**TASK BRIEF:**
Each line of the records that holds the word "service" should be copied out.

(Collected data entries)
--*--
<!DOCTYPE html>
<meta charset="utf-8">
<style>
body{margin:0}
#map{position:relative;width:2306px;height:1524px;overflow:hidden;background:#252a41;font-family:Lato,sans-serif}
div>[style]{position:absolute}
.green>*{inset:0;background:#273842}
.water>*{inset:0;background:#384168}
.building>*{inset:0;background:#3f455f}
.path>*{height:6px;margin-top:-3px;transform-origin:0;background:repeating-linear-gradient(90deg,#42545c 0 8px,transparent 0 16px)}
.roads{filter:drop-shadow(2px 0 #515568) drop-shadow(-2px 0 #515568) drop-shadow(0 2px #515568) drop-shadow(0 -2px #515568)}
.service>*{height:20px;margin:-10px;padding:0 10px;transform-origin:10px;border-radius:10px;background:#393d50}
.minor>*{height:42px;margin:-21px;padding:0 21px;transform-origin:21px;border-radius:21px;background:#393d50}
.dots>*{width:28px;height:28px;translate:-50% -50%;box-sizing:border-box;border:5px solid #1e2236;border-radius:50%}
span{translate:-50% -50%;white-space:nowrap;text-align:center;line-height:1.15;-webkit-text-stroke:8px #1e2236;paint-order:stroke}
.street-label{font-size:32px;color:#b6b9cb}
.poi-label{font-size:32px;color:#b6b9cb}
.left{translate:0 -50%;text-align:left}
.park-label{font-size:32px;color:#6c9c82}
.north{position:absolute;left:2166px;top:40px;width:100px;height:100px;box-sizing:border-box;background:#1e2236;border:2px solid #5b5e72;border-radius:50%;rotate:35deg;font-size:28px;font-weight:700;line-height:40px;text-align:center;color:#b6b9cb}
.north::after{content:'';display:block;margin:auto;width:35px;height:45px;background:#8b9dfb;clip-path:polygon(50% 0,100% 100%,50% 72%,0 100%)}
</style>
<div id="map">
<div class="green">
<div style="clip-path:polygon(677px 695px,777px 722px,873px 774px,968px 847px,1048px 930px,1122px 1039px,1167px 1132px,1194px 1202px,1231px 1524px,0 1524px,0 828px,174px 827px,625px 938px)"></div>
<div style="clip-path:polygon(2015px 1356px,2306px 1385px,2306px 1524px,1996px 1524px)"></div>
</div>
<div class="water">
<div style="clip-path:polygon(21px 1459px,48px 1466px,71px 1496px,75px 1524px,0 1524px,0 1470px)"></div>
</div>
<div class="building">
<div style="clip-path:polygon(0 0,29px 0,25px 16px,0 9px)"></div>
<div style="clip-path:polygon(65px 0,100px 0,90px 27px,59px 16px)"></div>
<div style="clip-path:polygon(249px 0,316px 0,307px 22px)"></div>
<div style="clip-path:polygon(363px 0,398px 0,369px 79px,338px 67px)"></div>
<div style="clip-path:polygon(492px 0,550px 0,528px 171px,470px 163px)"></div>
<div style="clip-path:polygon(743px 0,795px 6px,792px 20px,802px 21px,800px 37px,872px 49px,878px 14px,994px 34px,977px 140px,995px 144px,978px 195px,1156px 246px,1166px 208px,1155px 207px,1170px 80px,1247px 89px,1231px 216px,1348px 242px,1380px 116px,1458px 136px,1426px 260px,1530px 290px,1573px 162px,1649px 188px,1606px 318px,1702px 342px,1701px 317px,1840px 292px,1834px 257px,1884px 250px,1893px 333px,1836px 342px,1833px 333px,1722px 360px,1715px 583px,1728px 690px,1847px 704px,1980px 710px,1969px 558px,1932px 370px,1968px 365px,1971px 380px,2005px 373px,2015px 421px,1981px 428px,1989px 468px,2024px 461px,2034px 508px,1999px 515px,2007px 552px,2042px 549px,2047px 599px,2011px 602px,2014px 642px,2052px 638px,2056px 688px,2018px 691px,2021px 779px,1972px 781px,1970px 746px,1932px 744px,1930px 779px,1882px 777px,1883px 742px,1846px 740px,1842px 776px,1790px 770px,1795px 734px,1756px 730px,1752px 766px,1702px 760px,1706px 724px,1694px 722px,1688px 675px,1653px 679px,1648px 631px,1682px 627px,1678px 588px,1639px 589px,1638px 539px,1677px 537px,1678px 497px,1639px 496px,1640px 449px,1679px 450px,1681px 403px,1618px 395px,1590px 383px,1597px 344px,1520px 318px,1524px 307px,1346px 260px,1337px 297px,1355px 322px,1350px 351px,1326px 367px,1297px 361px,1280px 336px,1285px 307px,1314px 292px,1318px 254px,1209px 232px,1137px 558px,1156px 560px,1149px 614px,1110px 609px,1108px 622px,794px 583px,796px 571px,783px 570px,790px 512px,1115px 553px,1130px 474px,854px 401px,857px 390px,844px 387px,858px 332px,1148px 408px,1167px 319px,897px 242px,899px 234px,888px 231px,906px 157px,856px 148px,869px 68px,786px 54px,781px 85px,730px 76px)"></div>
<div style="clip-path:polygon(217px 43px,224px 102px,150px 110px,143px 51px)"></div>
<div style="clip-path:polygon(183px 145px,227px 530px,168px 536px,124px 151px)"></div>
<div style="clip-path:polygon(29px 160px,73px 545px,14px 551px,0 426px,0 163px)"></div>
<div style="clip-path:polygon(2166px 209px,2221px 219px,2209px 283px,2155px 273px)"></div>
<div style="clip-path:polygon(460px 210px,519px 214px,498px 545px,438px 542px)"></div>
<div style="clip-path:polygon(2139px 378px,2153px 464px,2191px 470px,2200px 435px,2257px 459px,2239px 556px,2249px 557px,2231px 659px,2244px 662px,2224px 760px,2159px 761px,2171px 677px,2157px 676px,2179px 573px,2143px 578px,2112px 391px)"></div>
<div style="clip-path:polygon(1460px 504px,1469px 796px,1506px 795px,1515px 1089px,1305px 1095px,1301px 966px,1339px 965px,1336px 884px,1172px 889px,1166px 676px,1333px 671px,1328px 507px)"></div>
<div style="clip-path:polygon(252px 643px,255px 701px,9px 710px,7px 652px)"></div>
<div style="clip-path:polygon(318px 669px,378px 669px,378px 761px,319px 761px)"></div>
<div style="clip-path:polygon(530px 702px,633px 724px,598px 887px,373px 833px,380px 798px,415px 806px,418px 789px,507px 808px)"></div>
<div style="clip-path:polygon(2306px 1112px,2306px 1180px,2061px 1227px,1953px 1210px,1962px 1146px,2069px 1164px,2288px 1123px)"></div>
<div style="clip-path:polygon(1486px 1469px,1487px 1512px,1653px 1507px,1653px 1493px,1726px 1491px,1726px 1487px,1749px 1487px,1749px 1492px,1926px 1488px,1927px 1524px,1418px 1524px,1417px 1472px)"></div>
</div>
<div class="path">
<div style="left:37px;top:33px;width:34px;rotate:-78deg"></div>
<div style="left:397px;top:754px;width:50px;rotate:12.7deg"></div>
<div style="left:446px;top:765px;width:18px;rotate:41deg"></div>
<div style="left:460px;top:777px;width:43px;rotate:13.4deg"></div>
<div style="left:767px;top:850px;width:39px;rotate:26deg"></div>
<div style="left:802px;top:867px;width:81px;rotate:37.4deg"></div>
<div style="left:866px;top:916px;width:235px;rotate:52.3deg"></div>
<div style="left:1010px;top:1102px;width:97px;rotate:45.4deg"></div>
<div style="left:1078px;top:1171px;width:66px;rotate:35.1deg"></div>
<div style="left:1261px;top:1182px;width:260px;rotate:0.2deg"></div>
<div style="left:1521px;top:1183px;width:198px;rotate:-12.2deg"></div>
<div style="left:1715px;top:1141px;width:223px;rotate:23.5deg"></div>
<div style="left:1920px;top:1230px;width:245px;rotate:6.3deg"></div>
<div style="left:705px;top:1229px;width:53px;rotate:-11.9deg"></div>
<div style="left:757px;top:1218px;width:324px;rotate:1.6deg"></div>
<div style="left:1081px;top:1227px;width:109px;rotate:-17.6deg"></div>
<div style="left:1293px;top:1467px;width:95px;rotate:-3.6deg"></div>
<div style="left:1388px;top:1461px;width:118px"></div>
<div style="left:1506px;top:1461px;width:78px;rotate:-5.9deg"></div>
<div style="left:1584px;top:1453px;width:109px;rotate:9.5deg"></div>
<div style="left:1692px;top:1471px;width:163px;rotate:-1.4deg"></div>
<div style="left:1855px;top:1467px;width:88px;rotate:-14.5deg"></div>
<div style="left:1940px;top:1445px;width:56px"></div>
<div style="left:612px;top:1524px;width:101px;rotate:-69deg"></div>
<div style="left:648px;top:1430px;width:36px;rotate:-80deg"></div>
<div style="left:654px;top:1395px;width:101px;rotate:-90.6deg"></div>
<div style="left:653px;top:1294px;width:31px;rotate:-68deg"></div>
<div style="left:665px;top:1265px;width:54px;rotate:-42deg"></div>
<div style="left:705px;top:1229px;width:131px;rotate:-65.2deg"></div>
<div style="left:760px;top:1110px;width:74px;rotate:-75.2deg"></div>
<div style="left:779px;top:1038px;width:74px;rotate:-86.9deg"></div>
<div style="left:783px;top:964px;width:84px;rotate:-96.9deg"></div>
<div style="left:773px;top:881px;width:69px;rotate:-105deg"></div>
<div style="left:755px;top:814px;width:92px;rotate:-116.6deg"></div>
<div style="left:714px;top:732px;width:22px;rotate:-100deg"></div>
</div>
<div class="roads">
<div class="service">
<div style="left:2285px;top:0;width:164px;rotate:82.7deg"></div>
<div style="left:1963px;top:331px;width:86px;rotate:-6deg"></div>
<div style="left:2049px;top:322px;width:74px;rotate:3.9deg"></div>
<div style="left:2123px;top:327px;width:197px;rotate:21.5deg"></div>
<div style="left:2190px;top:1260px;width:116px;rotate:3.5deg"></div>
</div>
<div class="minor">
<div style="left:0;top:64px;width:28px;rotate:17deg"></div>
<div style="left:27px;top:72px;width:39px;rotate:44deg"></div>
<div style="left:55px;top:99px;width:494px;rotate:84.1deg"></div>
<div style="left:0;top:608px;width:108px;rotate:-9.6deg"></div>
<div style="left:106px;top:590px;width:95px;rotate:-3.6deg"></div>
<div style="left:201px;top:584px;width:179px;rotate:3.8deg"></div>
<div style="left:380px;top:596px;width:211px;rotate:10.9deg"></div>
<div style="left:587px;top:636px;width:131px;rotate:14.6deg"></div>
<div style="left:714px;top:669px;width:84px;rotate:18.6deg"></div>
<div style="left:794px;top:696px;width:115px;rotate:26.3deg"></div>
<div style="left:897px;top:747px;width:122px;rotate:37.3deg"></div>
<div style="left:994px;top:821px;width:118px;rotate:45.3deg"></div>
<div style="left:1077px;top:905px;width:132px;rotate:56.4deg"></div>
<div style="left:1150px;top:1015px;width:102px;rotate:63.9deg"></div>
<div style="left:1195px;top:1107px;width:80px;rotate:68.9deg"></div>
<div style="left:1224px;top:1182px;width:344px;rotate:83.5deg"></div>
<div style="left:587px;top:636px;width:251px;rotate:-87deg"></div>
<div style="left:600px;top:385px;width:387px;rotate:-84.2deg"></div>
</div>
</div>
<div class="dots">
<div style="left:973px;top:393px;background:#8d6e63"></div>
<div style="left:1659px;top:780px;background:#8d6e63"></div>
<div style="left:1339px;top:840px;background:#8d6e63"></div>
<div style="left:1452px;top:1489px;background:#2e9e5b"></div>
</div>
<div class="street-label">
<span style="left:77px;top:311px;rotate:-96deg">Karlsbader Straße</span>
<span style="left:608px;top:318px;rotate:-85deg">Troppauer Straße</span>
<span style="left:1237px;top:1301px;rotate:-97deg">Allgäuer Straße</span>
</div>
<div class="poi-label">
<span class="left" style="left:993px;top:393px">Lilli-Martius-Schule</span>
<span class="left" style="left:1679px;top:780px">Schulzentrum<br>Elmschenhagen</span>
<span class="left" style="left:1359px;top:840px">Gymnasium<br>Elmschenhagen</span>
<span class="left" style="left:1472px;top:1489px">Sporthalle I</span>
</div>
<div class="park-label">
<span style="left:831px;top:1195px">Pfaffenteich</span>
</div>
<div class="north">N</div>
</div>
--*--
**ANSWER AREA:**
.service>*{height:20px;margin:-10px;padding:0 10px;transform-origin:10px;border-radius:10px;background:#393d50}
<div class="service">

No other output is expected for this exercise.